#### Description of the task
Print only the lines below, from the very first to the one containing "context.font = font", exactly as they stand. Do not print pictures.

#### Data listing
BEGIN

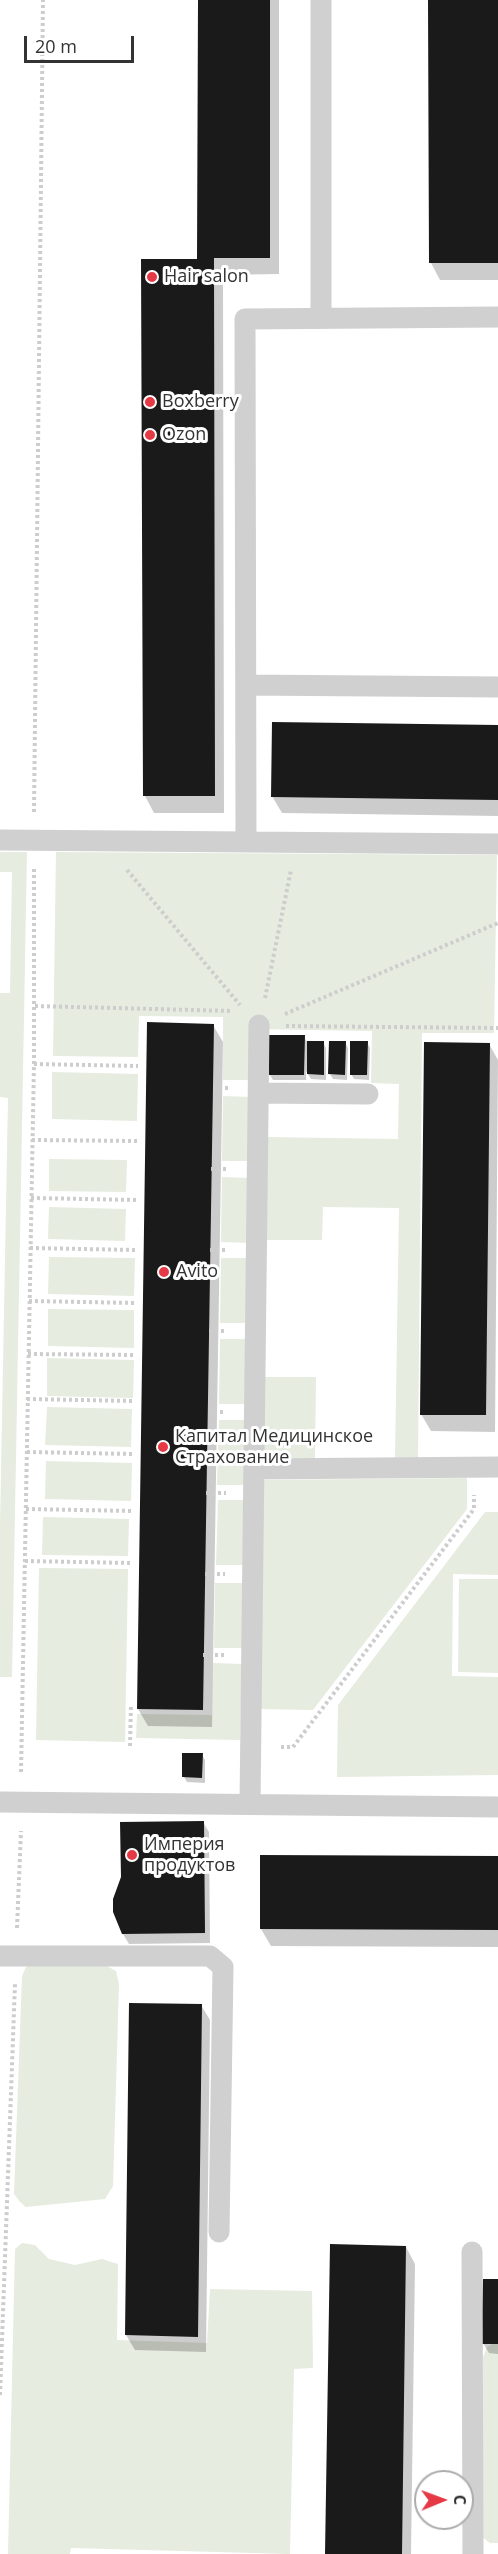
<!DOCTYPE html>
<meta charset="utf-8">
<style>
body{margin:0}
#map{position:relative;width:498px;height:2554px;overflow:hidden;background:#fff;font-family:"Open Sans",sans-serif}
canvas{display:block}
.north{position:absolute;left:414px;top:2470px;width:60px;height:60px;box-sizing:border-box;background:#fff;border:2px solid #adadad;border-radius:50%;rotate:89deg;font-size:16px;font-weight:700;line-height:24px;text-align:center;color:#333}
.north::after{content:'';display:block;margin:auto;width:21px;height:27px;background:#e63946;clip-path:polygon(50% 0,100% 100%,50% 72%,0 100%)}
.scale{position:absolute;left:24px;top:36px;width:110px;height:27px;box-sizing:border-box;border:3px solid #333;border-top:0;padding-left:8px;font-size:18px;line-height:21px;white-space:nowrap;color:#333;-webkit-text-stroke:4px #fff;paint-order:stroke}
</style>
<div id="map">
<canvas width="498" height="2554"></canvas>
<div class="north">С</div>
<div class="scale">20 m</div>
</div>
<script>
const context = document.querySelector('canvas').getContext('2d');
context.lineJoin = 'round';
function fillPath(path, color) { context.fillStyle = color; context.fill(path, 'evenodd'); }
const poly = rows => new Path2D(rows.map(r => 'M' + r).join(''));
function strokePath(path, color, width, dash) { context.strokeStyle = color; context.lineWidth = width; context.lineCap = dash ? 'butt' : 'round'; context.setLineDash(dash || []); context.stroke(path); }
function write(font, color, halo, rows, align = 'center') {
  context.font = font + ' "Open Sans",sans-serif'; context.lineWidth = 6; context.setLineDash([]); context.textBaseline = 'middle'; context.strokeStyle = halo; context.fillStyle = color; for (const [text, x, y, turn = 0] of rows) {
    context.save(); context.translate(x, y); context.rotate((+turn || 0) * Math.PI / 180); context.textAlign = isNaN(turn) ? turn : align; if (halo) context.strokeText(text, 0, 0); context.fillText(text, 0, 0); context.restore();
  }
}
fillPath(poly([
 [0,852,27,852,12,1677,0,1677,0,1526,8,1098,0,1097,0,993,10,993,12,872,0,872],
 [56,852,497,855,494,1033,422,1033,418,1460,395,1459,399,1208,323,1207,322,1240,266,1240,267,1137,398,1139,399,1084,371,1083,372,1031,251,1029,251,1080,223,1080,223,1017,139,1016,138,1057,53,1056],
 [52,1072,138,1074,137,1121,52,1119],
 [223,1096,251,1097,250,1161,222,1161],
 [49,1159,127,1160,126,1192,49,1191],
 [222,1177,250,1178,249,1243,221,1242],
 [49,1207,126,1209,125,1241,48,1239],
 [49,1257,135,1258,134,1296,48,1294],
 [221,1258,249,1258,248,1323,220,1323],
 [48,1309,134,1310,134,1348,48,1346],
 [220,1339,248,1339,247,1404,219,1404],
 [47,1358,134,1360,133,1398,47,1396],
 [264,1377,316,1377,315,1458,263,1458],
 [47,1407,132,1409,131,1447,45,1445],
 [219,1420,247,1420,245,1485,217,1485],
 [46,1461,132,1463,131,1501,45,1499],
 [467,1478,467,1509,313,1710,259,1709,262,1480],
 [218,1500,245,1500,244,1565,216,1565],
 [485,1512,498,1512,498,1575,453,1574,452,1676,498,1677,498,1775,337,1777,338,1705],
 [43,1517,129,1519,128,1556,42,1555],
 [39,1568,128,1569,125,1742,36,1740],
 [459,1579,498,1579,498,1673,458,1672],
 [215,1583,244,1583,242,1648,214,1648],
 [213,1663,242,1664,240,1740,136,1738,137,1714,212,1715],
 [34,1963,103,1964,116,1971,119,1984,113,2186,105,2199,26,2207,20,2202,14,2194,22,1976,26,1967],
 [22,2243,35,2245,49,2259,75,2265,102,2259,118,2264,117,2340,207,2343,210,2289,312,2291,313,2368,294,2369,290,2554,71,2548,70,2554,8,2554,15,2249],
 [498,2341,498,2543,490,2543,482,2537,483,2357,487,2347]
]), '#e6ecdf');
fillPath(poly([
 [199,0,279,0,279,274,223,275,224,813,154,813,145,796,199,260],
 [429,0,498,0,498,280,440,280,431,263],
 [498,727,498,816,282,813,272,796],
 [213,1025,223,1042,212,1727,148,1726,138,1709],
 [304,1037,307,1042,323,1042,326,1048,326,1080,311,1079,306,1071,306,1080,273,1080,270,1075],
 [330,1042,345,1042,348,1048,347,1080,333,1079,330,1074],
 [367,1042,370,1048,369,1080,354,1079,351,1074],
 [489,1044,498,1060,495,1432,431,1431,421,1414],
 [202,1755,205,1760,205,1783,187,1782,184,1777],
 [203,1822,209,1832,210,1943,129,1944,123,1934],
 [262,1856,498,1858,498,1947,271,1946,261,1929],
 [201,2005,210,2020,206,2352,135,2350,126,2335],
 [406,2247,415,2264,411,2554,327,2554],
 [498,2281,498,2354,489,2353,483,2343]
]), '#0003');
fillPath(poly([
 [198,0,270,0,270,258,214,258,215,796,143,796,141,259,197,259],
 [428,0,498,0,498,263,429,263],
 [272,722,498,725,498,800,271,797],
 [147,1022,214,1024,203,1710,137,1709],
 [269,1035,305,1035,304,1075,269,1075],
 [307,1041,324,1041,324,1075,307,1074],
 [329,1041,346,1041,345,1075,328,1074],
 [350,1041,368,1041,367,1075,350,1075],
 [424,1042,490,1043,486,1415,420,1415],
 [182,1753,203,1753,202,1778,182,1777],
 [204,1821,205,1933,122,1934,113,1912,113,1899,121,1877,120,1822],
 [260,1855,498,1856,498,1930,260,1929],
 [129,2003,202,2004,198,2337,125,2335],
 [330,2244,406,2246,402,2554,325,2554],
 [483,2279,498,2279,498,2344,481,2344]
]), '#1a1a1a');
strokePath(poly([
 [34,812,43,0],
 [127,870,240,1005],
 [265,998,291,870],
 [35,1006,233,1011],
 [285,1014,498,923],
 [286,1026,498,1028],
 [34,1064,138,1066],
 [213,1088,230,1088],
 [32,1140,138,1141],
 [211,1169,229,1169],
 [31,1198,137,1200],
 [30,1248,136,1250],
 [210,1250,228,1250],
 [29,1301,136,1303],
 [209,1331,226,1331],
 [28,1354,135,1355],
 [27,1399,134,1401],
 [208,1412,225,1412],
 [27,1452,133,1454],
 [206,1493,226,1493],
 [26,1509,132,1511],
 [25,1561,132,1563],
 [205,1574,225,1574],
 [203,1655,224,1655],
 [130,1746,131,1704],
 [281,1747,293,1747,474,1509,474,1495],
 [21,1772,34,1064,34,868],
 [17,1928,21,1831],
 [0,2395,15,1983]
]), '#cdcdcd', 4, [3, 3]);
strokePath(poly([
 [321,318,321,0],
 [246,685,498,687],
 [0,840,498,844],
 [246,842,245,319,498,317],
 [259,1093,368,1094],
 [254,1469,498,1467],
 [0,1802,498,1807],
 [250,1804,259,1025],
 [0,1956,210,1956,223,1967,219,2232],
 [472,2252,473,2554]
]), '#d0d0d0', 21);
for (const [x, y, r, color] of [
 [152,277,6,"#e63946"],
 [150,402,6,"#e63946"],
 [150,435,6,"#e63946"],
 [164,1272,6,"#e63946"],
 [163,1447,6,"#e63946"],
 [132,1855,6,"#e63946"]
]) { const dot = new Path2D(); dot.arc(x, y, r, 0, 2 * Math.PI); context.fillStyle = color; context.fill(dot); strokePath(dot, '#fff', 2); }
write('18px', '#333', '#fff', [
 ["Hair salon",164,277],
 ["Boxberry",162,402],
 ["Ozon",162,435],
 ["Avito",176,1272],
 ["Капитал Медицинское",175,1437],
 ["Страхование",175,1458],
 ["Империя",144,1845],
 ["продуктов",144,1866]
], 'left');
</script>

END

#### Response to this exercise
<!DOCTYPE html>
<meta charset="utf-8">
<style>
body{margin:0}
#map{position:relative;width:498px;height:2554px;overflow:hidden;background:#fff;font-family:"Open Sans",sans-serif}
canvas{display:block}
.north{position:absolute;left:414px;top:2470px;width:60px;height:60px;box-sizing:border-box;background:#fff;border:2px solid #adadad;border-radius:50%;rotate:89deg;font-size:16px;font-weight:700;line-height:24px;text-align:center;color:#333}
.north::after{content:'';display:block;margin:auto;width:21px;height:27px;background:#e63946;clip-path:polygon(50% 0,100% 100%,50% 72%,0 100%)}
.scale{position:absolute;left:24px;top:36px;width:110px;height:27px;box-sizing:border-box;border:3px solid #333;border-top:0;padding-left:8px;font-size:18px;line-height:21px;white-space:nowrap;color:#333;-webkit-text-stroke:4px #fff;paint-order:stroke}
</style>
<div id="map">
<canvas width="498" height="2554"></canvas>
<div class="north">С</div>
<div class="scale">20 m</div>
</div>
<script>
const context = document.querySelector('canvas').getContext('2d');
context.lineJoin = 'round';
function fillPath(path, color) { context.fillStyle = color; context.fill(path, 'evenodd'); }
const poly = rows => new Path2D(rows.map(r => 'M' + r).join(''));
function strokePath(path, color, width, dash) { context.strokeStyle = color; context.lineWidth = width; context.lineCap = dash ? 'butt' : 'round'; context.setLineDash(dash || []); context.stroke(path); }
function write(font, color, halo, rows, align = 'center') {
  context.font = font + ' "Open Sans",sans-serif'; context.lineWidth = 6; context.setLineDash([]); context.textBaseline = 'middle'; context.strokeStyle = halo; context.fillStyle = color; for (const [text, x, y, turn = 0] of rows) {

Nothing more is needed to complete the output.